§ Work request: Word for word, give the entries back.

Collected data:
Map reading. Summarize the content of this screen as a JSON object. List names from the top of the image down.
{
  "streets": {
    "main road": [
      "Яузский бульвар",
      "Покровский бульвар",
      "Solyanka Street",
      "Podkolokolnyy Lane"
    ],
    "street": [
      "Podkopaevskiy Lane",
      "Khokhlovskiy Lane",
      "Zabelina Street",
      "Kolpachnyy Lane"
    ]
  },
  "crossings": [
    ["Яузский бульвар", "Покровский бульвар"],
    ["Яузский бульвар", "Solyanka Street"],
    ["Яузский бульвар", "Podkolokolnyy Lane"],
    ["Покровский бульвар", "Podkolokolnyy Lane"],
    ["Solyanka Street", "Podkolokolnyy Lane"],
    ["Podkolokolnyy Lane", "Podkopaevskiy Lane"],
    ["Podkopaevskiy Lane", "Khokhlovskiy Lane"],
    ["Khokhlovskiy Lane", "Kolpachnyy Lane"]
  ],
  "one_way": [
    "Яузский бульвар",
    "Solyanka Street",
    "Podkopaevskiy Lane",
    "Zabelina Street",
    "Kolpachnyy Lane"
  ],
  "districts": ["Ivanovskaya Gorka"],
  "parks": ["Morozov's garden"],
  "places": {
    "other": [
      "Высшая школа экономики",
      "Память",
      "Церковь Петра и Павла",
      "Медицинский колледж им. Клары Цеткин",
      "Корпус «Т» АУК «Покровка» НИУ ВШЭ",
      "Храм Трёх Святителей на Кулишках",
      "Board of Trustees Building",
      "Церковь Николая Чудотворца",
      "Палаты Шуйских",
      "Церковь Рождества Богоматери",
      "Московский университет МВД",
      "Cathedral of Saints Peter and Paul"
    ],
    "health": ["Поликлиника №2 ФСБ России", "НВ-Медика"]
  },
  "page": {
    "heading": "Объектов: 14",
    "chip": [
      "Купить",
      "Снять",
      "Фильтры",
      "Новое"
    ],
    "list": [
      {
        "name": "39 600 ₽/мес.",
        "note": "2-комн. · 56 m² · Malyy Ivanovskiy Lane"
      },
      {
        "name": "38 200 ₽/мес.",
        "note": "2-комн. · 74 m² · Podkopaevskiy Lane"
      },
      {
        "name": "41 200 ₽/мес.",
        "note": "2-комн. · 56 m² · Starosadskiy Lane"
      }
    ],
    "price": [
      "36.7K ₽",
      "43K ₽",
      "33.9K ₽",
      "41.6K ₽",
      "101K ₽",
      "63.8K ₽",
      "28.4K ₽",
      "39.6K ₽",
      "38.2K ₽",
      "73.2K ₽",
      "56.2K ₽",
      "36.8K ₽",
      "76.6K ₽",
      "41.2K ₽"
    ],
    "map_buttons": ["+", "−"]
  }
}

§ Result of the task:
Map reading. Summarize the content of this screen as a JSON object. List names from the top of the image down.
{
  "streets": {
    "main road": [
      "Яузский бульвар",
      "Покровский бульвар",
      "Solyanka Street",
      "Podkolokolnyy Lane"
    ],
    "street": [
      "Podkopaevskiy Lane",
      "Khokhlovskiy Lane",
      "Zabelina Street",
      "Kolpachnyy Lane"
    ]
  },
  "crossings": [
    ["Яузский бульвар", "Покровский бульвар"],
    ["Яузский бульвар", "Solyanka Street"],
    ["Яузский бульвар", "Podkolokolnyy Lane"],
    ["Покровский бульвар", "Podkolokolnyy Lane"],
    ["Solyanka Street", "Podkolokolnyy Lane"],
    ["Podkolokolnyy Lane", "Podkopaevskiy Lane"],
    ["Podkopaevskiy Lane", "Khokhlovskiy Lane"],
    ["Khokhlovskiy Lane", "Kolpachnyy Lane"]
  ],
  "one_way": [
    "Яузский бульвар",
    "Solyanka Street",
    "Podkopaevskiy Lane",
    "Zabelina Street",
    "Kolpachnyy Lane"
  ],
  "districts": ["Ivanovskaya Gorka"],
  "parks": ["Morozov's garden"],
  "places": {
    "other": [
      "Высшая школа экономики",
      "Память",
      "Церковь Петра и Павла",
      "Медицинский колледж им. Клары Цеткин",
      "Корпус «Т» АУК «Покровка» НИУ ВШЭ",
      "Храм Трёх Святителей на Кулишках",
      "Board of Trustees Building",
      "Церковь Николая Чудотворца",
      "Палаты Шуйских",
      "Церковь Рождества Богоматери",
      "Московский университет МВД",
      "Cathedral of Saints Peter and Paul"
    ],
    "health": ["Поликлиника №2 ФСБ России", "НВ-Медика"]
  },
  "page": {
    "heading": "Объектов: 14",
    "chip": [
      "Купить",
      "Снять",
      "Фильтры",
      "Новое"
    ],
    "list": [
      {
        "name": "39 600 ₽/мес.",
        "note": "2-комн. · 56 m² · Malyy Ivanovskiy Lane"
      },
      {
        "name": "38 200 ₽/мес.",
        "note": "2-комн. · 74 m² · Podkopaevskiy Lane"
      },
      {
        "name": "41 200 ₽/мес.",
        "note": "2-комн. · 56 m² · Starosadskiy Lane"
      }
    ],
    "price": [
      "36.7K ₽",
      "43K ₽",
      "33.9K ₽",
      "41.6K ₽",
      "101K ₽",
      "63.8K ₽",
      "28.4K ₽",
      "39.6K ₽",
      "38.2K ₽",
      "73.2K ₽",
      "56.2K ₽",
      "36.8K ₽",
      "76.6K ₽",
      "41.2K ₽"
    ],
    "map_buttons": ["+", "−"]
  }
}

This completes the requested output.